My co-screenwriter, whose mother moved to the Orlando area around 2011, he sent me a few news articles about that world and about the situation in which families were living in these motels. The reason that journalists were focused on it is because of that juxtaposition between kids growing up in motels and then, also, it’s "the happiest place on earth" for kids. That juxtaposition is something that I wanted to focus on because I'm trying to get the point across to audiences that if it can happen here, it can happen anywhere. 

At what lengths did you go to shield your child actors from the story’s darker elements? Did they have any idea what was really going on with the adults? 

In no way, shape, or form. Obviously, they are very intelligent children, and Brooklynn and Valeria and Christopher were well-aware that someday they could understand the movie. When we chose the children, we were in the back room of this casting agency in Orlando, and we said, "Okay, let's bring the parents in, here it goes." They came in, I said, “I love your kids, they're amazing, it would be an honor if they were in our film, but you have to know one thing right up front: They will not only be hearing profanity, but they will be uttering profanity and we have to talk about this and whether it's okay and how we're going to address it and work with the children to make sure they aren't affected by this.” And we had to say to the kids, “Look, this is language that is part of your character, and is not to be said between line, action, and cut, and is not to be said the rest of the time, and there has to be respect on set." 

Your movie is coming out during what feels like a particularly dark time for the country, and even though it does tell a heartbreaking story, there is still a warmth that radiates through it. Do you hope it serves as a tonic to these dark times? 

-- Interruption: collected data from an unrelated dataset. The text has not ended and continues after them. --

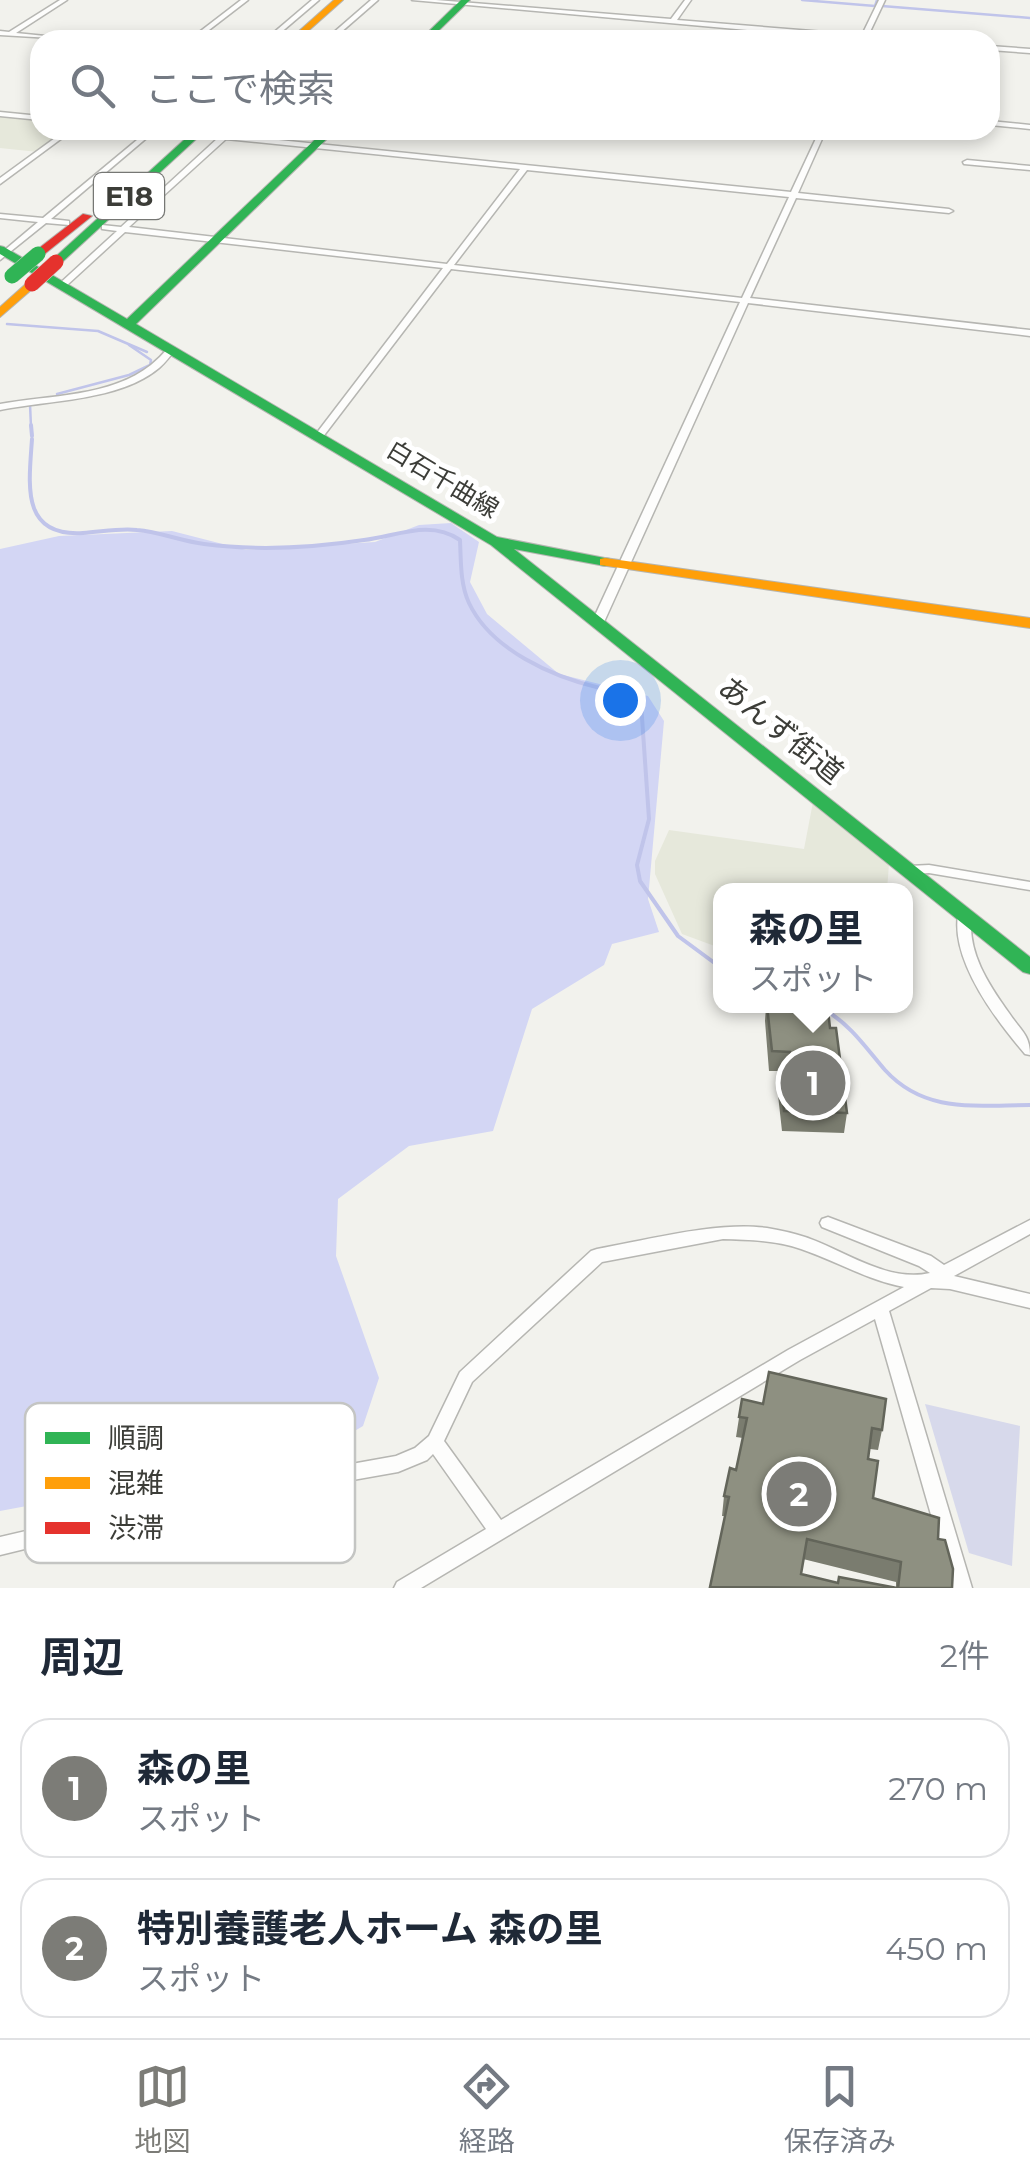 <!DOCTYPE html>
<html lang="ja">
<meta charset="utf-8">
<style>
:root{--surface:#fff;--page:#f6f6f7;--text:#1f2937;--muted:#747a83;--line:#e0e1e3;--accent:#7c7c77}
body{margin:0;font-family:Montserrat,"Noto Sans JP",sans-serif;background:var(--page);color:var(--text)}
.you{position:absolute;left:620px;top:700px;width:35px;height:35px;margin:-25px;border:8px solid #fff;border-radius:50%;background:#1a73e8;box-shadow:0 0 0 15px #1a73e833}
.badge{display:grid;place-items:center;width:65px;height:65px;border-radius:50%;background:var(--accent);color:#fff;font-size:32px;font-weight:700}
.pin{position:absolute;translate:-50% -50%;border:5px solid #fff;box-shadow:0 2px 10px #0006}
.popup{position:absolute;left:713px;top:883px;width:200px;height:130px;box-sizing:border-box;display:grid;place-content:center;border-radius:20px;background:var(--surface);filter:drop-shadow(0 2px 8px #0005);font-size:32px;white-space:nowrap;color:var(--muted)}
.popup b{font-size:38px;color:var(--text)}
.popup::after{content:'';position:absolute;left:50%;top:100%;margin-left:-20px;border:20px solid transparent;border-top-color:var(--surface)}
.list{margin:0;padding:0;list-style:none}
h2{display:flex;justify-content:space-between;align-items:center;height:130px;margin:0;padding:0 40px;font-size:42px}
h2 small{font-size:32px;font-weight:400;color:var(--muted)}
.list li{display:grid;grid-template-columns:65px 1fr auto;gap:30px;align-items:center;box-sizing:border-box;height:140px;margin:0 20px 20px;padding:0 20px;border:2px solid var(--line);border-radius:30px}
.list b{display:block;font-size:38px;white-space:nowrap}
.list p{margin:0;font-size:32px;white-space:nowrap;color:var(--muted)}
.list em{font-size:32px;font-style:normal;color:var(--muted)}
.icon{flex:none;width:55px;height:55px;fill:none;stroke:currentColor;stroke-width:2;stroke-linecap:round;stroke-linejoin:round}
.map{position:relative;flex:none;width:1030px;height:1588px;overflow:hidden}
.search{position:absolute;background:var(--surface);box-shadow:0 5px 15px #0003;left:30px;right:30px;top:30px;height:110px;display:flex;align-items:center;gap:25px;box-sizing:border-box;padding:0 35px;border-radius:30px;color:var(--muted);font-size:38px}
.sheet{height:450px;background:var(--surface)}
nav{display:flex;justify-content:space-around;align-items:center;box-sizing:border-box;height:140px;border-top:2px solid var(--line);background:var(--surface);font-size:28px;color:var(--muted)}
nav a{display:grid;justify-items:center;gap:5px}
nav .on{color:var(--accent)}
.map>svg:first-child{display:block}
.built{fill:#e6e8db}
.green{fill:#d7d9eb}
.forest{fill:#d3d6f4}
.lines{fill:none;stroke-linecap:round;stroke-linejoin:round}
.stream-far1{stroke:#c0c4ea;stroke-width:2.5}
.stream{stroke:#c0c4ea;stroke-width:4}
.street-tunnel{stroke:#cecec9;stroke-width:6;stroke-dasharray:6 4;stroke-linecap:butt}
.street-casing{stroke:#b6b6b2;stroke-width:3}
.fast-casing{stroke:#b6b6b2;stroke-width:2}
.slow-casing{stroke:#b6b6b2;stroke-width:2}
.jam-casing{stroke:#b6b6b2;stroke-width:2}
.street{fill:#fdfdfc;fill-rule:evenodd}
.fast{fill:#30b455;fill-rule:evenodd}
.slow{fill:#ff9f0a;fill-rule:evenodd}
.jam{fill:#e5322d;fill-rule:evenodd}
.fast-bridge-casing{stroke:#cfd0cd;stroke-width:16;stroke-linecap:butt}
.jam-bridge-casing{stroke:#cfd0cd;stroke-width:16;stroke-linecap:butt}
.fast-bridge{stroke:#30b455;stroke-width:15}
.jam-bridge{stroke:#e5322d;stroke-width:15}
.wall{fill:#7a7c6f;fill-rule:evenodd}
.building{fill:#8e9081;stroke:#63655a;stroke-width:2.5}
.labels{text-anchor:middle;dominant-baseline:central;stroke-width:10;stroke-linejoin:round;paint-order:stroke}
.far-street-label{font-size:25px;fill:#3c3d38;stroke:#fff}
.shield{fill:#fff;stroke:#767774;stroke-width:2.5}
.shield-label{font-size:28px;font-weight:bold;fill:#3c3d38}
.street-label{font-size:30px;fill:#3c3d38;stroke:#fff}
.key{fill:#fff;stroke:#c4c5c3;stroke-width:2.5}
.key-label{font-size:28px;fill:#3c3d38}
</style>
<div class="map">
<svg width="1030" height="1588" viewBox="0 0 1030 1588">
<rect width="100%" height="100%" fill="#f2f2ed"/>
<!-- built -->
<g class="built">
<polygon points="0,115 40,120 40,130 67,130 38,152 0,148"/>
<polygon points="813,802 889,864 887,890 720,890 720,948 682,934 655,874 655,861 669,830 804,849"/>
</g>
<!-- green -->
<polygon class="green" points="925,1404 1020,1426 1012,1566 969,1553"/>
<!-- forest -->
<polygon class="forest" points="451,523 479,542 470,582 487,614 559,674 648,696 664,721 648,899 659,932 612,944 604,965 532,1009 493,1131 409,1146 338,1199 336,1256 379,1378 363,1426 321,1451 268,1454 212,1442 116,1470 80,1496 0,1511 0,549 59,536 172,531 246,550 375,542 419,525"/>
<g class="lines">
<!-- stream-far1 -->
<g class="stream-far1">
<polyline points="802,0 875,6 877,0"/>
<polyline points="882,6 1030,18"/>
<polyline points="7,324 98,331 147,352"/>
<polyline points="57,394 129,375 150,365 151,360 129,345"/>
<polyline points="30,404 31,427"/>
</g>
<!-- stream -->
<g class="stream">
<polyline points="31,425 32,436"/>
<path d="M32,439C29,484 20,537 83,533C101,532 119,528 137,530C160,532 181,541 204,544C257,551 311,548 364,540C397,536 430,519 460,540C461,560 460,584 469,603C491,650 553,677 600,688"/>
<polyline points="611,689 631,693 641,703 649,819 637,865 640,881 678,936 720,967"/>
<path d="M825,1010C851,1025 866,1048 885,1070C925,1114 976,1105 1030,1105"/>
</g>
<!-- street-tunnel -->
<polyline class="street-tunnel" points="169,131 209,135"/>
<defs>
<g id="street">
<polygon points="60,0 67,0 16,33 85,40 0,35 0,31 9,32"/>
<polygon points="241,0 248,0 196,40 189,40"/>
<polygon points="312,0 319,0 272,40 265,40"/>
<polygon points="371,0 378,0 332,40 325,40"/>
<polygon points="412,0 436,0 671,19 685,0 691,0 677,20 862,35 879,0 885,0 868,36 900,40 860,40"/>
<polygon points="990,46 1030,49 1030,53 990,50"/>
<polygon points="0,112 40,116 40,120 0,116"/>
<polygon points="990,121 1030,125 1030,129 990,125"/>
<polygon points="66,130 73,130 0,184 0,178"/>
<polygon points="149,130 156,130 51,219 69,221 69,225 46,223 0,260 0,254 38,222 0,218 0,214 43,218"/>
<path d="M820,130H826L798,193L949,209L953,211L949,213L796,198L750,298L1030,330V336L748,303L604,622L598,625L592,622L740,302L451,269L322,438L319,439L314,436L316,434L443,268L125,232L65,287L58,285L117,231L102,229V225L121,227L218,138L207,136L205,135C210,132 226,132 230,135L791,192ZM226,139L520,169L447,264L129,227ZM527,170L789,197L742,298L454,265Z"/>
<polygon points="967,160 1030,166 1030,170 964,164 963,162"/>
<path d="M168,348L175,350C170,356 165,363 159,368C120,401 49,400 0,410V404C49,395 111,397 151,365C157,360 163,354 168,348Z"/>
<polygon points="929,865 1030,882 1030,890 929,873 909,874 902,870 909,866"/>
<path d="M965,911L972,915C966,951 989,985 1009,1013C1020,1030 1030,1034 1030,1055L1025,1054C996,1020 951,961 958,915Z"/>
<path d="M828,1217L931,1256L944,1265L1030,1220V1234L954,1276L1030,1294V1308L950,1289L931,1288L889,1311L972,1588H952L875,1319L800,1360L421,1588H394L397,1582L486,1529L433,1454L427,1460L398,1472L189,1509L0,1555V1537L189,1493L396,1456L415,1448L429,1436L460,1372L591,1251L597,1249C647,1240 717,1221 767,1228C779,1230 793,1233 805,1237C844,1250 887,1283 930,1273L919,1266L822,1227L820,1223L822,1219ZM723,1239C749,1240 776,1240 801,1249C836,1261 867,1280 904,1287L788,1350L501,1520L444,1441L472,1382L602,1262Z"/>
</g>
<g id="fast">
<polygon points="461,0 470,0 429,40 420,40"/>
<polygon points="195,130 206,130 60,264 52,264 52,260"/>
<polygon points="325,130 336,130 136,324 497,537 610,559 610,565 605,566 514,549 1030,957 1030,974 1023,972 491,545 0,254 0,246 4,247 127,319"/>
</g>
<g id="slow">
<polygon points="334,0 343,0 298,40 289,40"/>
<polygon points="28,282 38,284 0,317 0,307"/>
<polygon points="605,558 1030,618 1030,628 600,565 600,559"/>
</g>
<polygon id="jam" points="83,214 92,216 42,256 34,256 34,252"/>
</defs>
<!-- street casing -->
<use href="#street" class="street-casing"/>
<!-- fast casing -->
<use href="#fast" class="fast-casing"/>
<!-- slow casing -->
<use href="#slow" class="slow-casing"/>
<!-- jam casing -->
<use href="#jam" class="jam-casing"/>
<!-- street -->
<use href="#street" class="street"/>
<!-- fast -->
<use href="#fast" class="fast"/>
<!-- slow -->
<use href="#slow" class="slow"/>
<!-- jam -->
<use href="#jam" class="jam"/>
<defs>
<polyline id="fast-bridge" points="12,276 38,254"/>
<polyline id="jam-bridge" points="32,284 56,262"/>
</defs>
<!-- fast-bridge casing -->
<use href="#fast-bridge" class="fast-bridge-casing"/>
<!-- jam-bridge casing -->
<use href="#jam-bridge" class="jam-bridge-casing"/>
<!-- fast-bridge -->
<use href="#fast-bridge" class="fast-bridge"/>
<!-- jam-bridge -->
<use href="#jam-bridge" class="jam-bridge"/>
</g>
<!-- wall -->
<g class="wall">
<polygon points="766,1006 820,1006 830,1028 847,1113 844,1133 782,1131 778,1095 781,1075 788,1075 788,1071 769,1071 765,1021"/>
<path d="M742,1399L882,1430L878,1450L870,1449L868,1459L873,1498L938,1539L952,1588H710L725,1516H722L724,1496L736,1470L743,1438L736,1437ZM803,1559L896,1582V1588L838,1583L801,1574Z"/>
<polygon points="298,1417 299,1434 287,1436 286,1418"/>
</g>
<!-- building -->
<g class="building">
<polygon points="767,1006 820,1006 828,1010 830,1028 836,1028 847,1113 784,1111 781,1075 793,1075 790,1052 772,1051"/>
<polygon points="769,1372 886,1399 882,1430 872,1428 868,1459 878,1461 873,1498 939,1518 938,1539 945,1540 953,1569 952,1588 898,1588 901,1562 807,1539 801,1574 838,1583 839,1577 897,1588 710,1587 729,1497 724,1496 730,1468 736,1470 747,1418 739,1417 742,1399 763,1404"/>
<polygon points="298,1417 298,1429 287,1431 286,1418"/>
</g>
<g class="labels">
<!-- far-street labels -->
<g class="far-street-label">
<text transform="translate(443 479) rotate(31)">白石千曲線</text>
</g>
<!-- shield labels -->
<rect class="shield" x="94" y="173" width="70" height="46" rx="8"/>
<g class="shield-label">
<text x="129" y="196">E18</text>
</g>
<!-- street labels -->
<g class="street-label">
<text transform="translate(781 730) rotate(39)">あんず街道</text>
</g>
</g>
<!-- legend -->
<rect x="25" y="1403" width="330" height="160" rx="15" class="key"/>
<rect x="45" y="1432" width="45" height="12" fill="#30b455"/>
<rect x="45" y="1477" width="45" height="12" fill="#ff9f0a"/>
<rect x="45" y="1522" width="45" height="12" fill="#e5322d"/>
<g class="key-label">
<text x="108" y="1448">順調</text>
<text x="108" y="1493">混雑</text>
<text x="108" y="1538">渋滞</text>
</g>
</svg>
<div class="you"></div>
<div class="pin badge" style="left:813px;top:1083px">1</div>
<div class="popup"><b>森の里</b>スポット</div>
<div class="pin badge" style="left:799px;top:1494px">2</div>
<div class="search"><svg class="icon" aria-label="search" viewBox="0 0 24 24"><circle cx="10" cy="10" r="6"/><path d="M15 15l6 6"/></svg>ここで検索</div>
</div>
<section class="sheet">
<h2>周辺<small>2件</small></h2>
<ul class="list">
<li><span class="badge">1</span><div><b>森の里</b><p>スポット</p></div><em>270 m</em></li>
<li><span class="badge">2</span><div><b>特別養護老人ホーム 森の里</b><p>スポット</p></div><em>450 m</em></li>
</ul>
</section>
<nav>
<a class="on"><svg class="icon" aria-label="map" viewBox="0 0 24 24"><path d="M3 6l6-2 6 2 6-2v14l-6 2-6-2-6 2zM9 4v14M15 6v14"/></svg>地図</a>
<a><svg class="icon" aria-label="directions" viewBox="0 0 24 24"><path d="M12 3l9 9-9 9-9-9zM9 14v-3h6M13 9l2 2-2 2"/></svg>経路</a>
<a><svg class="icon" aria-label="saved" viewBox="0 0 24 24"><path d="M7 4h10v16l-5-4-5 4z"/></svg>保存済み</a>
</nav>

At least for the two hours that the film runs, I would like the audience to be entertained and laughing with these children, and loving these children. Of course, there are issues that we're addressing here, and my hope is that audiences will take it home with them in a way that—it's not saying do your homework—but hopefully, they will be engaged with these kids enough that they say, “What about the real Moonees out there? What about the real Halleys? Is this happening in my own community?” It's about engaging an audience, starting a discussion, and making that first step forward to removing the stigma of homelessness. But yes, it is done in a way that's intentionally, as you just said, bright, sunny, fun, and entertaining. But it's done that way because that's what kids are. That's the universality of childhood. They're not affected by the world yet, or at least they still have their innocence, they still have their sense of wonder, sense of imagination, they can still make the best of things. I want that audience to almost be a part of their gang for two hours, to be one of Moonee's friends. 

Your last movie Tangerine was loved by so many people, and it really helped establish your name in the independent film world. Did you feel pressure to deliver on that promise with The Florida Project?

Of course, because in many ways—and it kills me when I think about it—but Tangerine was my debut in people's eyes. And the sophomore effort is always the most important effort. The second one is the most important one because it's where people say, "This is where you really prove yourself and the first one wasn’t just a fluke." Now, I happened to make six films, and they all are highly rated on Rotten Tomatoes, but not a lot of people know that.